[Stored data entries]

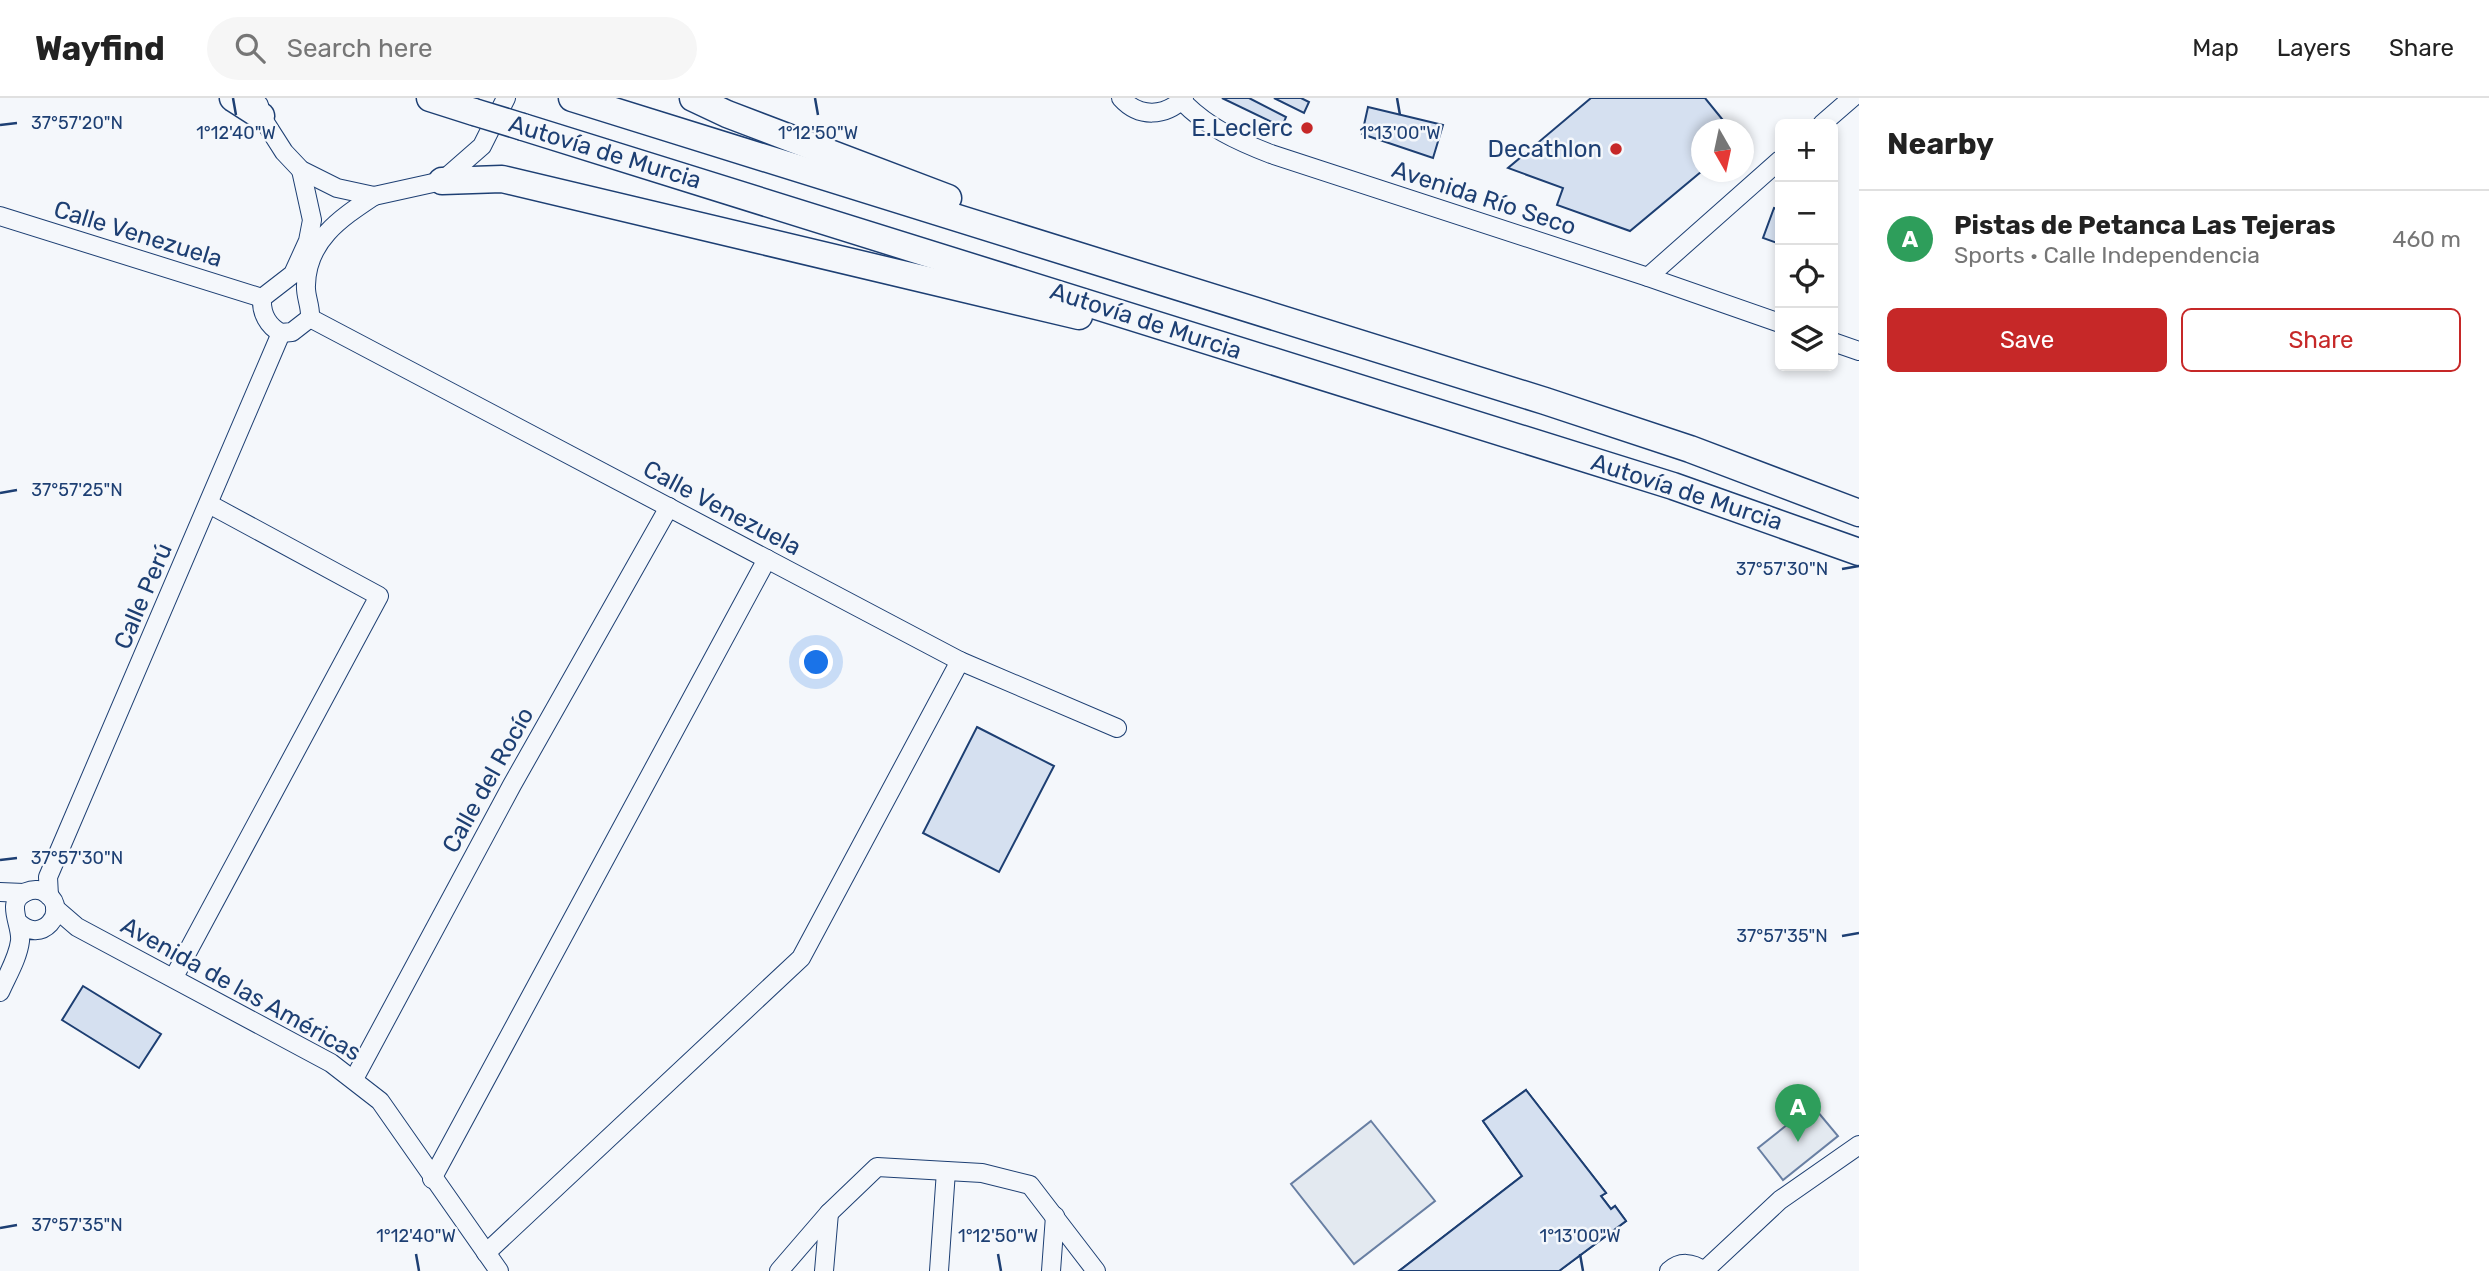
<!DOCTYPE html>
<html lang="en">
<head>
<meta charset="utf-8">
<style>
  body { margin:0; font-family:Rubik,sans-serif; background:#f6f6f6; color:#222 }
  .controls { position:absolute; right:21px; top:21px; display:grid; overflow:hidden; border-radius:10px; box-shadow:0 4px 10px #0003 }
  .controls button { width:63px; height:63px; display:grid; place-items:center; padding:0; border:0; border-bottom:2px solid #e0e0e0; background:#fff; color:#222; font:35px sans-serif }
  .compass { position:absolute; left:1691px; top:21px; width:63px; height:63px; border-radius:50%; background:#fff; box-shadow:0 4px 10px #0003; rotate:171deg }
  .you { position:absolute; left:817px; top:565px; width:24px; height:24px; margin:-18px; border:5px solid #fff; border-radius:50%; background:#1a73e8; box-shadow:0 0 0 10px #1a73e833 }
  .badge { display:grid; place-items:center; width:46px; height:46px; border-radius:50%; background:#c62828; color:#fff; font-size:23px; font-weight:700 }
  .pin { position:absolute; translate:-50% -58px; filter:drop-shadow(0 2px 4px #0008) }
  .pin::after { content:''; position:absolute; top:37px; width:24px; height:21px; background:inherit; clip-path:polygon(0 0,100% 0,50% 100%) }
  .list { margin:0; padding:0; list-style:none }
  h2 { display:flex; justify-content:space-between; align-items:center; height:91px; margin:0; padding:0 28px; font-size:30px }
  h2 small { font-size:23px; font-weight:400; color:#767676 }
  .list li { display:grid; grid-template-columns:46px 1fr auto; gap:21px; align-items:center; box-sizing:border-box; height:98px; padding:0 28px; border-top:2px solid #e0e0e0 }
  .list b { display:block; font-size:26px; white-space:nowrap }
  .list p { margin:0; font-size:23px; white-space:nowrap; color:#767676 }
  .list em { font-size:23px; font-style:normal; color:#767676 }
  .actions { display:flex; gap:14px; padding:21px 28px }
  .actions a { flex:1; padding:16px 0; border:2px solid #c62828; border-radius:10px; text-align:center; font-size:24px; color:#c62828 }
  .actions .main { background:#c62828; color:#fff }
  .icon { flex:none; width:38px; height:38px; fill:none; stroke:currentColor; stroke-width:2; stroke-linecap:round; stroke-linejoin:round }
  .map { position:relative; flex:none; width:1859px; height:1173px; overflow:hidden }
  header { display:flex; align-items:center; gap:42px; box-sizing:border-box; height:98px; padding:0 35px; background:#fff; border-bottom:2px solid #e0e0e0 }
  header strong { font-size:33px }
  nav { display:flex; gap:38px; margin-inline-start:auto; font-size:24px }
  .search { width:490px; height:63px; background:#f6f6f6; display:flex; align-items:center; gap:18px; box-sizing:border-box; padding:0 24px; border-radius:38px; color:#767676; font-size:26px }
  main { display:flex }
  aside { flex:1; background:#fff }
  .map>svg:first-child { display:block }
  .green { fill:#e3e9f0; stroke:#687fa3; stroke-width:2 }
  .building { fill:#d5e0f0; stroke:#1d3f73; stroke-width:2; fill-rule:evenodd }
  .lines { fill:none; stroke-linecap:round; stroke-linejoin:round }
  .minor-casing { stroke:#1d3f73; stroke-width:20 }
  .highway-casing { stroke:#1d3f73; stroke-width:29 }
  .minor { stroke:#f4f7fb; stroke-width:18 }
  .highway { stroke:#f4f7fb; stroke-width:26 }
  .highway-bridge-casing { stroke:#1d3f73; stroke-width:29; stroke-linecap:butt }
  .highway-bridge { stroke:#f4f7fb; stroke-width:26 }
  .ticks { fill:none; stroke:#1d3f73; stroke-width:2.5 }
  .poi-dot { fill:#c62828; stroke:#f4f7fb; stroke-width:2.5 }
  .labels { text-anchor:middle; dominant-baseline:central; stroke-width:5; stroke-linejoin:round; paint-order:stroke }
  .poi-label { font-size:24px; fill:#1d3f73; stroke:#f4f7fb; text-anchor:end }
  .street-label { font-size:24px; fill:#1d3f73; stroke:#f4f7fb }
  .ticks-label { font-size:18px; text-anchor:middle; fill:#1d3f73; stroke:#f4f7fb; stroke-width:5; stroke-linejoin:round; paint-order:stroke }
</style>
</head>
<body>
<header>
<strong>Wayfind</strong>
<div class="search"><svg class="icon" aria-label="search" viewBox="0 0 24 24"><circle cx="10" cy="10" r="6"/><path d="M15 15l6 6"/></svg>Search here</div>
<nav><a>Map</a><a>Layers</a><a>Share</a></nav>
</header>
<main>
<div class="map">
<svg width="1859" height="1173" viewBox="0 0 1859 1173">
  <rect width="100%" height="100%" fill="#f4f7fb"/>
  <!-- green -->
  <g class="green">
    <path d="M1812,1007L1838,1038L1783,1082L1758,1050Z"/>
    <path d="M1371,1023L1435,1103L1354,1166L1291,1086Z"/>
  </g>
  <!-- building -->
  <g class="building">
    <path d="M1222,0H1249L1286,19L1282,29Z"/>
    <path d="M1274,0H1301L1309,4L1304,15Z"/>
    <path d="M1591,0H1705L1731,32H1702V73L1630,133L1557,107L1563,90L1508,70Z"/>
    <path d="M1368,9L1443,27L1433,60L1362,36Z"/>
    <path d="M1774,110L1780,112V146L1763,140Z"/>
    <path d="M977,629L1054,668L999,774L923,735Z"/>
    <path d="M83,888L161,936L139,970L62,922Z"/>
    <path d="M1526,992L1606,1095L1601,1098L1611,1111L1615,1108L1626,1123L1559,1173H1526L1554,1151L1542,1136L1494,1173H1450L1442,1163L1428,1173H1399L1522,1078L1483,1023ZM1518,1105L1530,1120L1467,1168L1455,1153Z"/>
    <path d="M1526,992L1606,1095L1601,1098L1611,1111L1615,1108L1626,1123L1559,1173H1399L1522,1078L1483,1023Z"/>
  </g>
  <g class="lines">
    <!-- minor casing -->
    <g class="minor-casing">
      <g id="minor">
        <path d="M1121,0C1139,20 1165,19 1184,0"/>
        <path d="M1182,3C1207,29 1237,43 1271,56L1648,179L1780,225"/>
        <path d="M259,7L261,18L284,54L301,72L337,90L374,98L442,83L482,48L506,0"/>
        <path d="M1822,26L1852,0"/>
        <path d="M301,72L312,122L308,143L293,176L262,200C261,215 268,228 281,235L292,234L310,220C311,208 305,198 306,187C307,142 341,120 374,98"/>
        <path d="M0,118L262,200"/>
        <path d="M1648,179L1780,62"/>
        <path d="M310,220L960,563L1117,630"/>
        <path d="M1833,244L1859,253"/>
        <path d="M0,794L24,795"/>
        <path d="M49,798L48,779L281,235"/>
        <path d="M55,810L77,829L331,965L380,1003L499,1173"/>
        <path d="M174,879L379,498L209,406"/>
        <path d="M0,894C7,878 18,860 20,843C22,826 4,804 26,794C33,791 41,791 47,796C70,813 41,848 18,824"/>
        <path d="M354,981L512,687L669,409"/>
        <path d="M432,1081L767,461"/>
        <path d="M486,1155L801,860L960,563"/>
        <path d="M779,1173L829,1115L877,1069L982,1075L1030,1087L1096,1173"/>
        <path d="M824,1173L829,1115"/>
        <path d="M939,1173L946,1073"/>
        <path d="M1051,1173L1055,1118"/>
        <path d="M1669,1173C1680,1163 1692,1164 1704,1173"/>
        <path d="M1704,1173L1780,1102L1859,1047"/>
      </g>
    </g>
    <!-- highway casing -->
    <g class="highway-casing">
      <g id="highway">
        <path d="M233,0L261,18"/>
        <path d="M430,0L474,14"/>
        <path d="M572,0L1545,303L1690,351L1859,415"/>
        <path d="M693,0L727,16L948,100"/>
        <path d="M523,29L1673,388L1859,454"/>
        <path d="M442,83L502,81L1079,218"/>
      </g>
    </g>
    <!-- minor -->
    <use href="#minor" class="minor"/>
    <!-- highway -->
    <use href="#highway" class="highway"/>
    <!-- highway-bridge casing -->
    <g class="highway-bridge-casing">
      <path id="highway-bridge" d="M474,14L523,29"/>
    </g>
    <!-- highway-bridge -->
    <use href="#highway-bridge" class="highway-bridge"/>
  </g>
  <!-- ticks -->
  <path class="ticks" d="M233,0L236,17M815,0L818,17M1397,0L1400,17M0,27L17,25M0,395L17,392M1842,471L1859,468M0,762L17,760M1842,838L1859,835M0,1130L17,1127M416,1156L419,1173M998,1156L1001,1173M1580,1156L1583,1173"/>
  <!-- markers -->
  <g class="poi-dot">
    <circle cx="1307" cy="30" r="7"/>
    <circle cx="1616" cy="51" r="7"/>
  </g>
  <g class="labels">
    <!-- poi labels -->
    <g class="poi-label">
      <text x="1293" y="30">E.Leclerc</text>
      <text x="1602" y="51">Decathlon</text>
    </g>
    <!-- street labels -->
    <g class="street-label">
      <text transform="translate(605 54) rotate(17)">Autovía de Murcia</text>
      <text transform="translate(1484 100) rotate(18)">Avenida Río Seco</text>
      <text transform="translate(138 136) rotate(17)">Calle Venezuela</text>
      <text transform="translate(1146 223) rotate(18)">Autovía de Murcia</text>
      <text transform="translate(1687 394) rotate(18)">Autovía de Murcia</text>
      <text transform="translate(722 410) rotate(28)">Calle Venezuela</text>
      <text transform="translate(143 498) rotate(-67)">Calle Perú</text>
      <text transform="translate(488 682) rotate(-61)">Calle del Rocío</text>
      <text transform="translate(241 891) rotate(29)">Avenida de las Américas</text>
    </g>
  </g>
  <g class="ticks-label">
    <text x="77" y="31">37°57'20"N</text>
    <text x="236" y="41">1°12'40"W</text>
    <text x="818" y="41">1°12'50"W</text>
    <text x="1400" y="41">1°13'00"W</text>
    <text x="77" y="398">37°57'25"N</text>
    <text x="1782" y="477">37°57'30"N</text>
    <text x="77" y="766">37°57'30"N</text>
    <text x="1782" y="844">37°57'35"N</text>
    <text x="77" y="1133">37°57'35"N</text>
    <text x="416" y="1144">1°12'40"W</text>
    <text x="998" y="1144">1°12'50"W</text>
    <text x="1580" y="1144">1°13'00"W</text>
  </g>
</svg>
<div class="controls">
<button>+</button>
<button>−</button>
<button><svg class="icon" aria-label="locate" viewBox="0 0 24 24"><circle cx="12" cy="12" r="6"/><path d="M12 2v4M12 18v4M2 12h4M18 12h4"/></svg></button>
<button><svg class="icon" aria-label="layers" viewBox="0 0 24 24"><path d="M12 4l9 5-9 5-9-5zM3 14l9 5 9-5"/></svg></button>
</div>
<svg class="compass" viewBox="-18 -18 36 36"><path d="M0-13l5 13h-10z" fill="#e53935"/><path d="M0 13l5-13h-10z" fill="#767676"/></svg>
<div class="you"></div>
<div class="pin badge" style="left:1798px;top:1044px;background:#2e9e5b">A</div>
</div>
<aside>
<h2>Nearby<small></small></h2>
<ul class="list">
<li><span class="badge" style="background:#2e9e5b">A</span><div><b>Pistas de Petanca Las Tejeras</b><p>Sports · Calle Independencia</p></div><em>460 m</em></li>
</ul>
<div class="actions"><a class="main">Save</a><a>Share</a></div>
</aside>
</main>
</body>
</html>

[What this task involves]
Which lines above contain the word "list"? Copy each one.

[Task output]
  .list { margin:0; padding:0; list-style:none }
  .list li { display:grid; grid-template-columns:46px 1fr auto; gap:21px; align-items:center; box-sizing:border-box; height:98px; padding:0 28px; border-top:2px solid #e0e0e0 }
  .list b { display:block; font-size:26px; white-space:nowrap }
  .list p { margin:0; font-size:23px; white-space:nowrap; color:#767676 }
  .list em { font-size:23px; font-style:normal; color:#767676 }
<ul class="list">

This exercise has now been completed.